* _Problem details_: Nothing but the lines from the start of the entries through the line holding "position:absolute; left:668px; top:1200px;" is to be repeated, exactly and with pictures excluded.

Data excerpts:

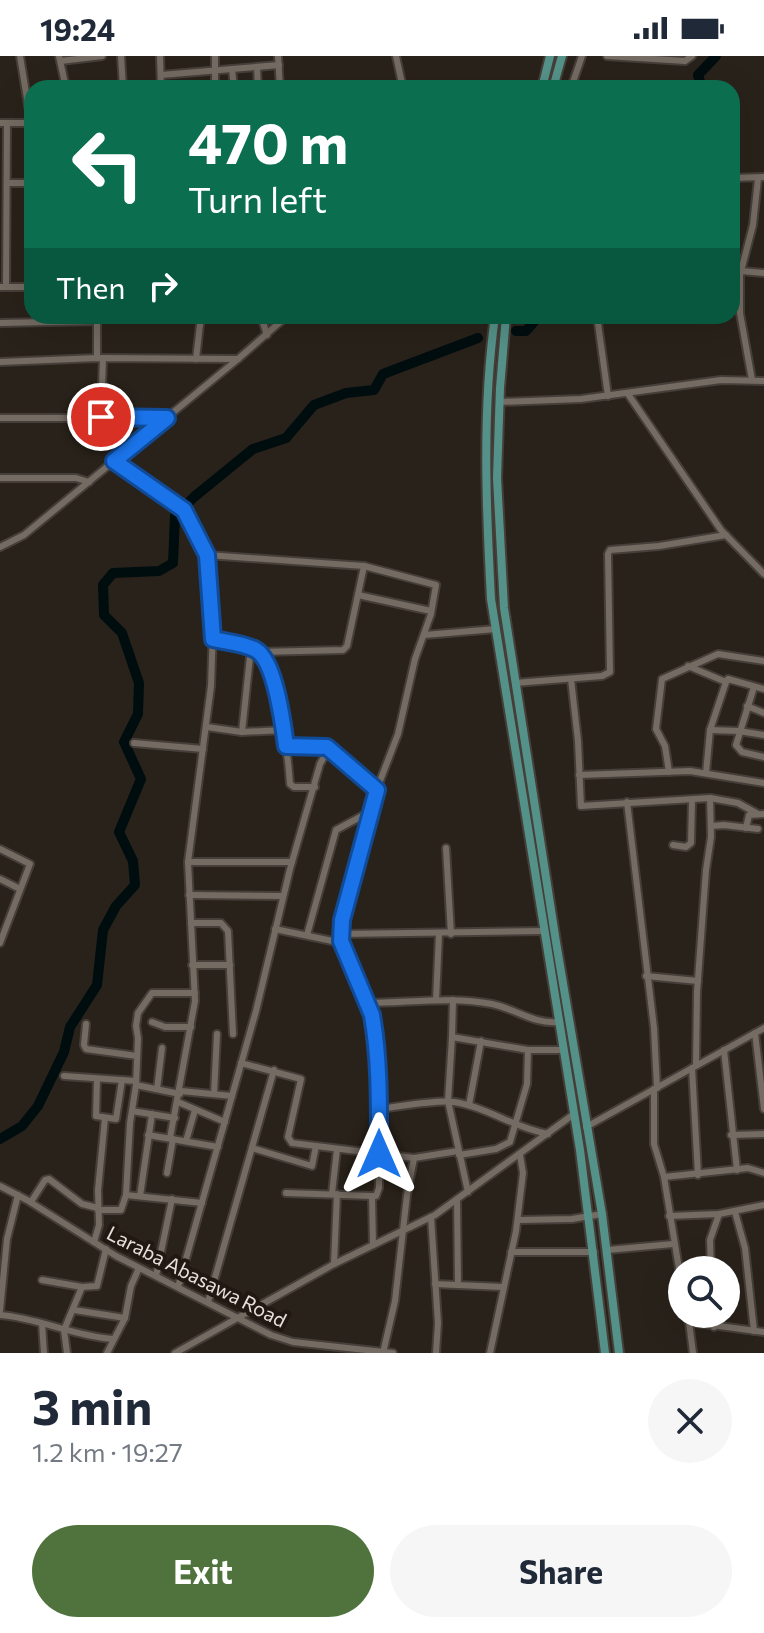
<!DOCTYPE html>
<html lang="en">
<head>
<meta charset="utf-8">
<style>
	:root { --surface:#fff; --page:#f6f6f7; --text:#1f2937; --muted:#747a83; --accent:#50733d }
	body { margin:0; font-family:Commissioner,sans-serif; background:var(--page); color:var(--text); height:100vh; display:flex; flex-direction:column; font-size:30px; white-space:nowrap }
	* { box-sizing:border-box; margin:0 }
	p { font-size:26px; color:var(--muted) }
	.icon { flex:none; width:44px; height:44px; fill:none; stroke:currentColor; stroke-width:2; stroke-linecap:round; stroke-linejoin:round }
	.map { position:relative; height:1297px; overflow:hidden }
	.details { display:flex; flex-direction:column; background:var(--surface); flex:1 }
	.details>* { flex:none }
	.hud { position:absolute; left:24px; top:24px; width:716px; height:244px; border-radius:24px; box-shadow:0 8px 32px #0002; background:#0b6e4f; color:#fff; overflow:hidden }
	.controls { position:absolute; left:668px; top:1200px; display:grid; gap:16px }
	.controls a { display:grid; place-items:center; width:72px; height:72px; border-radius:50%; background:var(--surface); box-shadow:0 8px 32px #0002; font-size:40px }
	.pin { position:absolute; display:grid; place-items:center; width:68px; height:68px; color:#fff; margin:-34px; border:4px solid #fff; border-radius:50%; box-shadow:0 2px 8px #0007 }
	.me { position:absolute; width:88px; margin:-44px; rotate:0deg; stroke-linejoin:round; filter:drop-shadow(0 0 6px #0008) }
	.turn { display:flex; align-items:center; gap:28px; height:168px; padding:0 32px; font-size:36px }
	.turn .icon { width:104px; height:104px; stroke-width:2.5 }
	.turn b { display:block; font-size:56px; line-height:68px }
	.then { display:flex; align-items:center; height:76px; padding:0 32px; background:#0003; gap:16px; font-size:30px }
	.round { display:grid; place-items:center; flex:none; width:84px; height:84px; border-radius:42px; background:var(--page) }
	.head { display:flex; align-items:center; justify-content:space-between; height:136px; padding:0 32px }
	h1 { font-size:48px; font-weight:700; line-height:60px }
	.action { display:flex; gap:16px; margin-top:auto; padding:16px 32px }
	.action a { flex:1; height:92px; border-radius:48px; background:var(--accent); color:#fff; font-size:32px; font-weight:700; line-height:92px; text-align:center }
	.action a+a { background:var(--page); color:var(--text) }
	.status { display:flex; justify-content:space-between; align-items:center; height:56px; padding:0 40px; background:var(--surface); direction:ltr }
	.status svg { height:22px; fill:currentColor }
	.map>svg:first-child { display:block }
	.lines { fill:none; stroke-linecap:round; stroke-linejoin:round }
	.river { stroke:#000d0f; stroke-width:10 }
	.minor-casing { stroke:#453e39; stroke-width:10 }
	.major-casing { stroke:#453e39; stroke-width:12 }
	.minor { stroke:#746b62; stroke-width:6 }
	.major { stroke:#549289; stroke-width:8 }
	.route-casing { stroke:#114b97; stroke-width:20 }
	.route { stroke:#1a73e8; stroke-width:14 }
	.labels { text-anchor:middle; dominant-baseline:central; stroke-width:8; stroke-linejoin:round; paint-order:stroke }
	.street-label { font-size:20px; fill:#e7e1dc; stroke:#201811 }
</style>
</head>
<body>
<div class="status"><b>19:24</b><svg viewBox="0 0 49 12"><path d="M0 12V9h3v3zM5 12V6h3v6zM10 12V3h3v9zM15 12V0h3v12zM26 1h20v11H26zM47 4h2v5h-2z"/></svg></div>
<div class="map">
<svg width="764" height="1297" viewBox="0 0 764 1297">
	<rect width="100%" height="100%" fill="#29221a"/>
	<g class="lines">
		<g class="river">
			<polyline points="702,32 698,19 716,0"/>
			<polyline points="516,275 526,275 539,260"/>
			<polyline points="0,1083 22,1070 38,1050 64,996 70,971 97,929 103,874 116,850 135,829 133,805 119,776 141,723 124,686 138,658 139,627 122,577 104,559 103,529 113,517 159,515 173,507 175,460 194,441 253,393 286,382 314,349 346,337 374,334 383,318 478,282"/>
		</g>
		<g class="minor-casing">
			<g id="minor">
				<polyline points="20,0 31,67"/>
				<polyline points="59,0 66,32"/>
				<polyline points="121,0 123,32"/>
				<polyline points="160,0 161,32"/>
				<polyline points="278,0 280,32"/>
				<polyline points="396,0 403,32"/>
				<polyline points="607,0 685,5 692,0"/>
				<polyline points="61,5 102,0"/>
				<polyline points="257,11 258,32"/>
				<polyline points="232,13 234,32"/>
				<polyline points="161,19 279,9"/>
				<polyline points="215,29 215,0"/>
				<polyline points="571,32 582,0"/>
				<polyline points="0,67 32,67"/>
				<polyline points="732,122 764,121"/>
				<polyline points="7,127 32,127"/>
				<polyline points="741,215 764,217"/>
				<polyline points="0,231 32,231"/>
				<polyline points="6,231 7,67"/>
				<polyline points="261,260 267,279"/>
				<polyline points="597,260 608,340"/>
				<polyline points="0,267 96,265"/>
				<polyline points="97,302 97,260"/>
				<polyline points="196,303 201,260"/>
				<polyline points="0,306 97,302 238,303"/>
				<polyline points="752,324 740,257 740,219 753,169 758,123"/>
				<polyline points="628,338 721,474 764,518"/>
				<polyline points="499,346 581,343 721,324 764,325"/>
				<polyline points="101,361 103,302"/>
				<polyline points="0,362 167,362"/>
				<polyline points="114,405 184,454 207,499 210,525 213,573 211,630 188,806 195,945 170,1082"/>
				<polyline points="0,422 76,422 89,426"/>
				<polyline points="0,491 24,479 238,303 287,260"/>
				<path d="M207,499L364,510L436,529L431,558L415,603L398,678L380,725L342,864C340,903 366,928 373,964C384,1019 379,1076 379,1132L376,1140H372L286,1137"/>
				<polyline points="358,539 431,555"/>
				<polyline points="424,579 496,573"/>
				<path d="M213,583C228,586 255,587 265,601C279,621 288,701 290,728L294,731H315"/>
				<polyline points="258,596 343,594 347,590 364,510"/>
				<polyline points="688,610 726,626 728,623 764,633"/>
				<polyline points="571,623 578,685 581,750 710,742 738,747 758,758"/>
				<polyline points="515,627 602,620 610,616 608,498 610,494 659,490 726,479"/>
				<polyline points="754,631 736,689 742,696 764,701"/>
				<polyline points="747,650 764,657"/>
				<polyline points="207,671 242,676 284,674"/>
				<polyline points="710,674 739,675 764,679"/>
				<polyline points="242,676 251,591"/>
				<polyline points="134,687 203,693"/>
				<polyline points="286,690 327,691 377,734"/>
				<polyline points="669,716 665,690 656,673 662,623 718,598 764,605"/>
				<polyline points="706,717 710,674 726,626"/>
				<polyline points="579,719 690,715 764,727"/>
				<polyline points="627,746 654,972 657,1032"/>
				<polyline points="711,770 724,769 758,773"/>
				<polyline points="746,772 749,759 764,758"/>
				<polyline points="673,789 686,791 691,787 692,745"/>
				<polyline points="446,792 451,878"/>
				<polyline points="0,793 30,808 0,887"/>
				<polyline points="188,806 292,806"/>
				<polyline points="0,823 20,833"/>
				<polyline points="189,839 283,840"/>
				<polyline points="191,867 221,867 228,875 233,978"/>
				<polyline points="275,873 342,887"/>
				<polyline points="341,878 543,875"/>
				<polyline points="307,879 336,774 373,754"/>
				<polyline points="192,909 230,909"/>
				<polyline points="646,920 698,925"/>
				<polyline points="436,944 439,878"/>
				<path d="M367,947C409,947 450,940 492,948C516,953 533,968 558,966"/>
				<polyline points="152,966 165,971 191,971"/>
				<polyline points="86,968 84,989 86,993 137,1000"/>
				<polyline points="755,977 764,1053"/>
				<polyline points="452,981 453,944"/>
				<polyline points="724,994 737,1114"/>
				<polyline points="241,1007 301,1023 288,1081 292,1087 414,1102 458,1095"/>
				<polyline points="696,1009 697,936 706,814 711,781 710,742"/>
				<polyline points="692,1012 698,1119"/>
				<polyline points="64,1020 136,1025"/>
				<polyline points="97,1023 96,1060 116,1063 122,1024"/>
				<polyline points="136,1029 180,1038"/>
				<polyline points="157,1033 162,992"/>
				<polyline points="654,1033 654,1088 664,1121 682,1231"/>
				<polyline points="181,1035 232,1040"/>
				<polyline points="214,1038 217,978"/>
				<polyline points="178,1046 225,1066"/>
				<polyline points="469,1049 481,985"/>
				<path d="M379,1053C399,1051 436,1043 454,1046C487,1051 514,1072 548,1078"/>
				<polyline points="132,1055 175,1062"/>
				<polyline points="586,1071 764,972"/>
				<polyline points="148,1079 218,1091"/>
				<polyline points="731,1079 764,1078"/>
				<polyline points="186,1085 195,1054"/>
				<polyline points="252,1092 312,1110 316,1090"/>
				<polyline points="459,1099 496,1093 510,1086 527,1028 528,994"/>
				<polyline points="167,1117 173,1083"/>
				<polyline points="664,1121 748,1112 764,1117"/>
				<polyline points="0,1130 27,1144 116,1200 271,1279 293,1286 393,1297"/>
				<polyline points="468,1136 448,1045 452,981 528,994 563,994"/>
				<polyline points="332,1138 337,1093"/>
				<polyline points="126,1139 202,1147"/>
				<polyline points="140,1140 152,1058"/>
				<polyline points="372,1140 373,1189"/>
				<polyline points="457,1144 458,1228"/>
				<polyline points="31,1146 45,1124 49,1123 82,1148 98,1152"/>
				<polyline points="98,1154 121,1154 126,1139 130,1067 136,1029 138,982 136,970 138,957 152,937 195,937"/>
				<polyline points="735,1156 745,1192 754,1275"/>
				<polyline points="669,1160 719,1158 764,1149"/>
				<polyline points="431,1161 438,1267 436,1297"/>
				<polyline points="518,1164 572,1163 602,1158"/>
				<polyline points="94,1186 99,1169 98,1134 105,1062"/>
				<polyline points="607,1194 673,1188"/>
				<polyline points="511,1196 594,1196"/>
				<polyline points="334,1208 337,1138"/>
				<polyline points="711,1214 710,1184 719,1158"/>
				<polyline points="156,1220 172,1143"/>
				<polyline points="42,1224 82,1231"/>
				<polyline points="435,1228 502,1231"/>
				<polyline points="178,1231 256,955 290,813 320,708 329,692"/>
				<polyline points="208,1246 274,1014"/>
				<polyline points="74,1254 125,1262"/>
				<polyline points="0,1255 7,1183 18,1139"/>
				<polyline points="688,1258 693,1297"/>
				<polyline points="714,1258 714,1271"/>
				<path d="M0,1259C39,1262 73,1280 113,1283"/>
				<polyline points="689,1266 764,1276"/>
				<polyline points="42,1268 44,1297"/>
				<polyline points="67,1297 64,1274 82,1231 97,1230 106,1193"/>
				<polyline points="107,1297 125,1262 131,1230 139,1212"/>
				<polyline points="175,1297 334,1208 435,1159 574,1058"/>
				<polyline points="383,1297 395,1245 407,1139 414,1102"/>
				<polyline points="490,1297 516,1175 523,1117 520,1099"/>
			</g>
		</g>
		<g class="major-casing">
			<g id="major">
				<polyline points="542,32 550,0"/>
				<polyline points="553,32 562,0"/>
				<path d="M495,260C482,354 486,449 491,543L580,1094L605,1297"/>
				<polyline points="506,260 500,332 497,422 504,552 556,886 602,1158 619,1297"/>
			</g>
		</g>
		<use href="#minor" class="minor"/>
		<use href="#major" class="major"/>
	</g>
	<g class="lines">
		<g class="route-casing">
			<path id="route" d="M101,361L167,362L114,405L184,454L207,499L213,583C226,586 244,587 256,594C275,605 283,667 286,690L327,691L377,734L342,864L341,885L372,959C380,1005 379,1051 379,1098"/>
		</g>
		<use href="#route" class="route"/>
	</g>
	<g class="labels">
		<g class="street-label">
			<text transform="translate(197 1220) rotate(27)">Laraba Abasawa Road</text>
		</g>
	</g>
</svg>
<div class="controls">
<a><svg class="icon" aria-label="search" viewBox="0 0 24 24"><circle cx="10" cy="10" r="6"/><path d="M15 15l6 6"/></svg></a>
</div>
<div class="pin" style="left:101px;top:361px;background:#d93025"><svg class="icon" aria-label="arrive" viewBox="0 0 24 24"><path d="M6 21V4h12l-3 4 3 4H6"/></svg></div>
<svg class="me" style="left:379px;top:1098px" viewBox="-20 -20 40 40"><path d="M0-17L14 15 0 8-14 15z" fill="#1a73e8" stroke="#fff" stroke-width="4"/></svg>
<div class="hud">
<div class="turn"><svg class="icon" aria-label="left" viewBox="0 0 24 24"><path d="M17 20v-9H6M10 6l-5 5 5 5"/></svg><div><b>470 m</b>Turn left</div></div>
<div class="then">Then<svg class="icon" aria-label="right" viewBox="0 0 24 24"><path d="M7 20v-9h11M14 6l5 5-5 5"/></svg></div>
</div>
</div>
<section class="details">
<div class="head"><div><h1>3 min</h1><p>1.2 km · 19:27</p></div><a class="round"><svg class="icon" aria-label="close" viewBox="0 0 24 24"><path d="M6 6l12 12M18 6L6 18"/></svg></a></div>
<div class="action"><a>Exit</a><a>Share</a></div>
</section>
</body>
</html>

* _Result below_:
<!DOCTYPE html>
<html lang="en">
<head>
<meta charset="utf-8">
<style>
	:root { --surface:#fff; --page:#f6f6f7; --text:#1f2937; --muted:#747a83; --accent:#50733d }
	body { margin:0; font-family:Commissioner,sans-serif; background:var(--page); color:var(--text); height:100vh; display:flex; flex-direction:column; font-size:30px; white-space:nowrap }
	* { box-sizing:border-box; margin:0 }
	p { font-size:26px; color:var(--muted) }
	.icon { flex:none; width:44px; height:44px; fill:none; stroke:currentColor; stroke-width:2; stroke-linecap:round; stroke-linejoin:round }
	.map { position:relative; height:1297px; overflow:hidden }
	.details { display:flex; flex-direction:column; background:var(--surface); flex:1 }
	.details>* { flex:none }
	.hud { position:absolute; left:24px; top:24px; width:716px; height:244px; border-radius:24px; box-shadow:0 8px 32px #0002; background:#0b6e4f; color:#fff; overflow:hidden }
	.controls { position:absolute; left:668px; top:1200px; display:grid; gap:16px }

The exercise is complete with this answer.